What the exercise asks >> Count the lines in the entries below that mention the string "value", then write that number by itself.

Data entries
++++++++++

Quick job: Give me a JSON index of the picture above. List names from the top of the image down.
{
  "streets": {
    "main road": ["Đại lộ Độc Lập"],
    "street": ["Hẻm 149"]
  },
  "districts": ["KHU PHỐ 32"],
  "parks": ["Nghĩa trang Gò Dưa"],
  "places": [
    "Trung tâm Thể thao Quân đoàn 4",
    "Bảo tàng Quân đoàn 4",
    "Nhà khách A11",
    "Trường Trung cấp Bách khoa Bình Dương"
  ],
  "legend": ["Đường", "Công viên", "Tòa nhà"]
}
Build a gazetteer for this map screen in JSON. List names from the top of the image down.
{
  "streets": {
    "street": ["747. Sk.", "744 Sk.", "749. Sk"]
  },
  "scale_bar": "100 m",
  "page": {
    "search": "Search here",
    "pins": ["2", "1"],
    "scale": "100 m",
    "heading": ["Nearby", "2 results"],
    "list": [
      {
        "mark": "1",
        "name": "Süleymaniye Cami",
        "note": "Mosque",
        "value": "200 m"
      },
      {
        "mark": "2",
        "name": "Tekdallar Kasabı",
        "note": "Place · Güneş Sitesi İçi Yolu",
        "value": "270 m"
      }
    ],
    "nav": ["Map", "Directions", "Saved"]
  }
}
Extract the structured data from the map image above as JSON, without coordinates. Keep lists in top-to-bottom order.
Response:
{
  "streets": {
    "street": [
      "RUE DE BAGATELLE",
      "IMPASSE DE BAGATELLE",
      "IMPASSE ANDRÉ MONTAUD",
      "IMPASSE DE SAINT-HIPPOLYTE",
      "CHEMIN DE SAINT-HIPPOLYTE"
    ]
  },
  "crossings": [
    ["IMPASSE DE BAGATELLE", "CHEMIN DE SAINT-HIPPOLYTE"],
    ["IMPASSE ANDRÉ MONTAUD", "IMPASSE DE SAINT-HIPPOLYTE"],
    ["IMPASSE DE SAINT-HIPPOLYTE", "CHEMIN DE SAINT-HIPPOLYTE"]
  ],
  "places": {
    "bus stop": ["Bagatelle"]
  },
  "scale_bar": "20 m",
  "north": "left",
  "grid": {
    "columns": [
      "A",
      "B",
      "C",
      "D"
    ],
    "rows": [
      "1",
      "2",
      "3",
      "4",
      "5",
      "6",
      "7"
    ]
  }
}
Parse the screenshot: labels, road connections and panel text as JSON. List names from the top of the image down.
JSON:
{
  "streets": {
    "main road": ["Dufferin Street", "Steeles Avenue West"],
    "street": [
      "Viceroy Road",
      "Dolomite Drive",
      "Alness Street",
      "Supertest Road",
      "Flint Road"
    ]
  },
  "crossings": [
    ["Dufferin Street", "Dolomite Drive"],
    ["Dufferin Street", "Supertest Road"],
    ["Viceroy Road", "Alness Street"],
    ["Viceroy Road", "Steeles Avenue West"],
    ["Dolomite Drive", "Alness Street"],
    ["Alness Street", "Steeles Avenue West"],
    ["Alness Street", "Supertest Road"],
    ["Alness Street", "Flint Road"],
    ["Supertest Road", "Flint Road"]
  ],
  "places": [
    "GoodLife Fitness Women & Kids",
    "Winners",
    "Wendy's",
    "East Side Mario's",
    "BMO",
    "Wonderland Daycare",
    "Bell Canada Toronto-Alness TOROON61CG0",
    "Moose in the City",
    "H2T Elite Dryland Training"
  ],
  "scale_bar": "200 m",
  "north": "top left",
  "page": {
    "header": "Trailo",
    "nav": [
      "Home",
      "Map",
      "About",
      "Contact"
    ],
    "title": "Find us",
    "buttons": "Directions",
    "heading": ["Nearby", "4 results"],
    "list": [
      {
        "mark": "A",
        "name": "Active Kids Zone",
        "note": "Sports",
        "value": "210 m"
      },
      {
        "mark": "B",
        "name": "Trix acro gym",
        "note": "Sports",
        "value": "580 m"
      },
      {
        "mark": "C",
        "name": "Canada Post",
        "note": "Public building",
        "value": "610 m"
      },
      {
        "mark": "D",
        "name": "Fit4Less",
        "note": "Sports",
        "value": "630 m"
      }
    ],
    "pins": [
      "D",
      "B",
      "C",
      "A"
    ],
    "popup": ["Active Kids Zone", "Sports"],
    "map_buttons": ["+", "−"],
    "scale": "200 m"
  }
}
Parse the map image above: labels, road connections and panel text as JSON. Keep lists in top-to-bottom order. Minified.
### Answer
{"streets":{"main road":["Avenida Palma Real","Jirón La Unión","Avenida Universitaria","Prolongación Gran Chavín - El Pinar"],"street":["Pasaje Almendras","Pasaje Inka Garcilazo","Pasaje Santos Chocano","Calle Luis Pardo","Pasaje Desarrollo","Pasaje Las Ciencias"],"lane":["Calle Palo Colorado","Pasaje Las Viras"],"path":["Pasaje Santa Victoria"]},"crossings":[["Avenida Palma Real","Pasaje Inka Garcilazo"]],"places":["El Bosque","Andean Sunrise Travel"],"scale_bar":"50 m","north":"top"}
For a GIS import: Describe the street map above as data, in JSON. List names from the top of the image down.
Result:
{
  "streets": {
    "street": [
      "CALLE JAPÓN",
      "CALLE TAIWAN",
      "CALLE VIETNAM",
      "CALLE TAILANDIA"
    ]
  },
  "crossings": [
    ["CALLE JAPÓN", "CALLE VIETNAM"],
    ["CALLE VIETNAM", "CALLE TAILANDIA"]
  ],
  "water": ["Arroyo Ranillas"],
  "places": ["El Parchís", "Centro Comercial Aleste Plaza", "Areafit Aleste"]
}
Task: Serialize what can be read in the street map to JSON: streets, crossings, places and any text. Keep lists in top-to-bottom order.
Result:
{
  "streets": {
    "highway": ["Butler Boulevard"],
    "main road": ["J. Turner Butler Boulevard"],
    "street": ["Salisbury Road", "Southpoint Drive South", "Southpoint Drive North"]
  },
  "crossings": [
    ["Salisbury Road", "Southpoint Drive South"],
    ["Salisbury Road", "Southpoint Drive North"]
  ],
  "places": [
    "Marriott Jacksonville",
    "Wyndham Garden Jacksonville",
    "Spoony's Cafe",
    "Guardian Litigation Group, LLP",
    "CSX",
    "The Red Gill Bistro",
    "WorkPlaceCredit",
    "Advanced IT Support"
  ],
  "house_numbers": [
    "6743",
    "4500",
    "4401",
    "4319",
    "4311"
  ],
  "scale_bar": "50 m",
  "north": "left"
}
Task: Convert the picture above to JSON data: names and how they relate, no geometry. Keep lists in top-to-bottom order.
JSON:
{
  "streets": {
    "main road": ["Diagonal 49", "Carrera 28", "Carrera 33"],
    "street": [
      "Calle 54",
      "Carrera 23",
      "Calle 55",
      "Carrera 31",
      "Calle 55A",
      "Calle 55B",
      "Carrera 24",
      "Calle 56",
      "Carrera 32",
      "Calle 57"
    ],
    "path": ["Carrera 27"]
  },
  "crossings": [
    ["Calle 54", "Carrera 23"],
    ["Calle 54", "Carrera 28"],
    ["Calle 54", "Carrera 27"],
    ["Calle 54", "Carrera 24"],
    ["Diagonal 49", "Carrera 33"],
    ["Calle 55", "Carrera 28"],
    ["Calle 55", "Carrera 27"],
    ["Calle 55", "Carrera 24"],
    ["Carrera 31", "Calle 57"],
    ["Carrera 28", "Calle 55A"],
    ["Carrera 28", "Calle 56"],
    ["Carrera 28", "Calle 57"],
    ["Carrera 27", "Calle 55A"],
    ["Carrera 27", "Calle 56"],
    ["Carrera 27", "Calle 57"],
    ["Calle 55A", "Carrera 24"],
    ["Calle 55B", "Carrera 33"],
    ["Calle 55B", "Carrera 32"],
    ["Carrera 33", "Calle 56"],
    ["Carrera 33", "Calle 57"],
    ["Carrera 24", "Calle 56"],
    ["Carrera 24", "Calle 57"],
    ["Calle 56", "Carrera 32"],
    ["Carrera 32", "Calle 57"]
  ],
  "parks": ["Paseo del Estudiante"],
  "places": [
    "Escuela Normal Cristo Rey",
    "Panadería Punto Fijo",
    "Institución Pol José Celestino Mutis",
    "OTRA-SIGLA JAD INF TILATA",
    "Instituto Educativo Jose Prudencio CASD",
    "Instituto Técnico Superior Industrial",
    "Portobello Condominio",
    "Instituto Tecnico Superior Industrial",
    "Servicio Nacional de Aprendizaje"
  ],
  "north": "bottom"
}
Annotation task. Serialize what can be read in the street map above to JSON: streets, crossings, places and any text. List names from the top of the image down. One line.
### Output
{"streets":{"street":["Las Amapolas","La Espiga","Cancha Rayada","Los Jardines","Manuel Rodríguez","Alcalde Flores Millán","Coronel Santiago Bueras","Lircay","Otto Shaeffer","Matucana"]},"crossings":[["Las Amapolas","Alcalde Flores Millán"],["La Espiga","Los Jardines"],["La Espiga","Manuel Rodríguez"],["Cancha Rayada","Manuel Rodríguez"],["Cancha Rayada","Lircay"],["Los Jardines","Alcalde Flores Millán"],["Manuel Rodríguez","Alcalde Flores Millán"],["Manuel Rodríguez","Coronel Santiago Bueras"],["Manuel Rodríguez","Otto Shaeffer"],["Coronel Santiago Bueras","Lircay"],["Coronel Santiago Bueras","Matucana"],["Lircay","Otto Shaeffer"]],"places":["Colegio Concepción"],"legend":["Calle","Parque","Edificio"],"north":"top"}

++++++++++

Solution for this exercise >> 6